Monday, July 28, 2008

Coming to terms with Biblical brutality

In a previous squib I confessed to wondering how pacifist Quakers such as George Fox came to terms with all the violence and aggressive behavior depicted in the early books of the Bible. I was pretty sure there was an answer, but I did not yet know what it was. Since then I have been reading George Fox's Journal, and some hints have emerged. The one I'd like to focus on now is this passage:

I saw the state of those, both priests and people, who, in reading the scriptures, cry out much against Cain, Esau, Judas, and other wicked men of former times, mentioned in the holy scriptures; but do not see the nature of Cain, of Esau, of Judas, and those others, in themselves. These said, it was they, they, they, that were the bad people; putting it off from themselves: but when some of these came, with the light and spirit of truth, to see into themselves, then they came to say, I, I, I, it is I myself, that have been the Ishmael, the Esau, &c. For then they saw the nature of wild Ishmael [Gen 16:12] in themselves; the nature of Cain, Esau, Corah, Baalam, and of the son of perdition [John 17:12, 2 Th 2:3] in themselves, sitting above all that is called God [2 Th 2:4] in them. (For context, see George Fox's Journal on line

George Fox chooses a slightly different set of villains than I would choose. Cain, of course, killed his brother. But that villainy is as nothing compared to the genocidal brutality inflicted by Joshua on the peoples living in Canaan. In the book of Joshua we read of entire towns being levelled to the ground, and all the human beings and their livestock killed, and their holy shrines desecrated. Similar abominations are found in two books of Samuel, as Saul and especially King David continue the conquest of the Philistines and other inhabitants of the land of Canaan. Acts of horrible cruelty follow one another with tedious succession, all of them justified with the claim that the god of the Israelists had promised this land to the descendants of Israel and had grown disgusted with the Canaanites because of their wicked behavior, about which we are told almost nothing except that these people worshiped gods other than the god of Israel. In the relations between Saul and David, and then between David and his own sons, and among the various offspring of David through his many wives (one of whom he acquired through an adulterous affair and an aborted attempt to have her lawful husband killed in battle), we find few examples of anything morally uplifting. We find plenty of examples of ugly, uncivilized, aggressive, self-centered, anti-social behavior, none of which a person would wish to emulate.

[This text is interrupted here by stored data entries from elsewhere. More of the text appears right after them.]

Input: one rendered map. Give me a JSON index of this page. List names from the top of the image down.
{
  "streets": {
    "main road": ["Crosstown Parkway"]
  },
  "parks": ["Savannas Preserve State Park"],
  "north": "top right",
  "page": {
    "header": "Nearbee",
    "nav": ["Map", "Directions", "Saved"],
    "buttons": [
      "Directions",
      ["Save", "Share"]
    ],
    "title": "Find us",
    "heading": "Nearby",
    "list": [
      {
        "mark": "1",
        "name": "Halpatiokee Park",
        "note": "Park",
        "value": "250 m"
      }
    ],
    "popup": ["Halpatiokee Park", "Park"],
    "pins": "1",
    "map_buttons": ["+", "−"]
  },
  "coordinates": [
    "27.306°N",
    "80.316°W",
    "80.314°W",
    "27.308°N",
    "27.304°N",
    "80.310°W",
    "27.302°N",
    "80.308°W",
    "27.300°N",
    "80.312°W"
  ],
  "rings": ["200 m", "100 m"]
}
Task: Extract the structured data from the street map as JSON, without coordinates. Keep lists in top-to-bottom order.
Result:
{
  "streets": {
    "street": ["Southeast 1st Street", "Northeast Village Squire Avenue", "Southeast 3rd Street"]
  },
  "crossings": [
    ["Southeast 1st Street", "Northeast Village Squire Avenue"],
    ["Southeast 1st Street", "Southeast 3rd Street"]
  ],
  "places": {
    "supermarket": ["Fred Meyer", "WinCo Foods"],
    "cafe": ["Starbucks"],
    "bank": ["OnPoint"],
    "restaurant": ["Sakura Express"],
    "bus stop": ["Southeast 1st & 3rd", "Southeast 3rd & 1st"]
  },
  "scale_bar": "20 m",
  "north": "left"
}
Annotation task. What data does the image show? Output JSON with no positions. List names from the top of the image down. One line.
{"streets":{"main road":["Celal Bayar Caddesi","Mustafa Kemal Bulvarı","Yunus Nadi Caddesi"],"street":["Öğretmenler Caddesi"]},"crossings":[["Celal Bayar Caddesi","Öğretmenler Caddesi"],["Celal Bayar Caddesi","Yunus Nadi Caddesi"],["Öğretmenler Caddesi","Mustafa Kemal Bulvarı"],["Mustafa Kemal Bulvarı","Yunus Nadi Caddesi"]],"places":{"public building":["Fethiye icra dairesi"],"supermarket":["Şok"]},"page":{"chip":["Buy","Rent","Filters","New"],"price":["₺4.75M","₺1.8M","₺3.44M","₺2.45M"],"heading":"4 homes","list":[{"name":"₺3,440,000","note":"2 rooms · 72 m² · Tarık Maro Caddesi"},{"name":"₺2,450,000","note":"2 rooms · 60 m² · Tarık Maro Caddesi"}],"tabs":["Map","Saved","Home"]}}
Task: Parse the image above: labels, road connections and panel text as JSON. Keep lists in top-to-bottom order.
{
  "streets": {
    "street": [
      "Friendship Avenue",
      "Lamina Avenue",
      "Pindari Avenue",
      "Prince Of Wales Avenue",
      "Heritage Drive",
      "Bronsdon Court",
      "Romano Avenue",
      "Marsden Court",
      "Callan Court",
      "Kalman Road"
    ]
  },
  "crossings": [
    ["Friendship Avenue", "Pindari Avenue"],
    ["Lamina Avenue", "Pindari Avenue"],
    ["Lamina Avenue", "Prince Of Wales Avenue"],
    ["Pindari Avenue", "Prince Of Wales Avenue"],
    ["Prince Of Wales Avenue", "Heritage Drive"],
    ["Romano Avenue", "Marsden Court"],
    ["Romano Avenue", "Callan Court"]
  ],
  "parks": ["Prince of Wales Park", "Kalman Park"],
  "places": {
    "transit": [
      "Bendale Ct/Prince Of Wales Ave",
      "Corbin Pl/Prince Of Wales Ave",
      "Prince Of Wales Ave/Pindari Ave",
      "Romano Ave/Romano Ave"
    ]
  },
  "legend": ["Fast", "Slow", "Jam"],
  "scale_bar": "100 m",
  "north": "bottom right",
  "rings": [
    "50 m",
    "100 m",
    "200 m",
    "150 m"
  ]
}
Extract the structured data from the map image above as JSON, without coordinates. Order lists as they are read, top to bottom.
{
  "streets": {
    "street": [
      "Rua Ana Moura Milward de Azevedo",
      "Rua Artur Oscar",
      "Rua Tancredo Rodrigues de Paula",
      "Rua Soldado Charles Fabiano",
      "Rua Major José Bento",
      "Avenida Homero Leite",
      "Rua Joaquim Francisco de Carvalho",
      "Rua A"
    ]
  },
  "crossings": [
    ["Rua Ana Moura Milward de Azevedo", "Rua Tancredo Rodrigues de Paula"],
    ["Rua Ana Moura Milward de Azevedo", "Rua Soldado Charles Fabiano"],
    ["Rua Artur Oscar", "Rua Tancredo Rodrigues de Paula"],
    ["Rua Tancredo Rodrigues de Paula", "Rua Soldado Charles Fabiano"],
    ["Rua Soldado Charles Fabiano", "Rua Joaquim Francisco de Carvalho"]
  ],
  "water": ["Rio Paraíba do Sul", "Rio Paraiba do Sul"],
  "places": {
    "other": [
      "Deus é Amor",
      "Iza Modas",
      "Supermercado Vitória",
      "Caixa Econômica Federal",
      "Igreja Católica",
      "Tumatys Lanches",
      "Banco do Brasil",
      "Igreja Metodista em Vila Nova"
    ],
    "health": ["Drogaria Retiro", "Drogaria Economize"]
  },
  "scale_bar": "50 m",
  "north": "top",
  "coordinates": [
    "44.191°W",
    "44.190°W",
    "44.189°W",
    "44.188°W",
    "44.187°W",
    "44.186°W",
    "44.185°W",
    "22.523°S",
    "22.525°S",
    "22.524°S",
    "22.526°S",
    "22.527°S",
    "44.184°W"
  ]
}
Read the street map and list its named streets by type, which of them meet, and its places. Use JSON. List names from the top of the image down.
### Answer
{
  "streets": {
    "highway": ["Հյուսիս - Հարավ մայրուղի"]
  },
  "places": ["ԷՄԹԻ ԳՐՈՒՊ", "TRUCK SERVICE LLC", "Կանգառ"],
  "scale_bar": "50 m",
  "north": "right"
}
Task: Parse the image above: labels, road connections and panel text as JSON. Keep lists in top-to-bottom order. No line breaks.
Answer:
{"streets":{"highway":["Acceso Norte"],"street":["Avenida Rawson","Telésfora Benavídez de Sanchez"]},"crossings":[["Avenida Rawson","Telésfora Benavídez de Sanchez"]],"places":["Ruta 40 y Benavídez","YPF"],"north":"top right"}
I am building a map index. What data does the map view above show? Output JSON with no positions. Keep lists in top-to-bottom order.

The paragraph in Fox's Journal cited above helped me to realize that looking for anything admirable or heroic in the Bible may well be looking for the wrong thing. Perhaps what one ought to be looking for is simply a description of how human beings behave, and how they find a way to justify doing to others the very things they would find loathsome and unconscionable if those things were done to them.

Is the story of the brutal conquest of Canaan by the Israelites not the history of everyone who had built a nation? It is certainly the story of everyone who has built, or tried to build, an empire. It is the sad and disgusting story of how Europeans (and their African slaves) took control of North America, and of how native North Americans dealt with each other before the Europeans came along with horses, sharper swords, and gun powder. One looks in vain for much to admire in the building of a continental empire justified by the self-serving ideology of manifest destiny. As the descendants of Israel did to the Amorites, the Canaanites, the Hittites, the Hivites, the Perizzites, the Girgashites, the Jebusites and the Philistines, so the Spanish, French and English did to the Cherokee, the Lakota, the Arapahoe, the Comanche, the Apache, the Ute, the Haida, the Inuit and the Hawaiians. The same story continues with new locations and a new cast of characters from one century to the next.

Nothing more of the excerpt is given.